EXTRACTED ENTRIES:
* * * * * * * * *

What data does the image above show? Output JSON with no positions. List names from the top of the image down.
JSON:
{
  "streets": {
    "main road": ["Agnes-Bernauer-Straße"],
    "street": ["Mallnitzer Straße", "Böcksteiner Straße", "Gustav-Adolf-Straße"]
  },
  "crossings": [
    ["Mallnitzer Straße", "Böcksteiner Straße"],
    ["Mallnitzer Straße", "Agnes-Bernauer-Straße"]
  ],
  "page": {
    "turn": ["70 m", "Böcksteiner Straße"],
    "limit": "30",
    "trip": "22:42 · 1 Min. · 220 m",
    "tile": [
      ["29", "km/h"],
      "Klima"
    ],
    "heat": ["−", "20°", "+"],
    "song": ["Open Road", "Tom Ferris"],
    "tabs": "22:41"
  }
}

* * * * * * * * *

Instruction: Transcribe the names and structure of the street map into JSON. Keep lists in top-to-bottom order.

* * * * * * * * *

PROMPT: What is the number of lines in the listing that contain the string "names"? Reply with that number alone.

SOLUTION TO THE PROBLEM: 2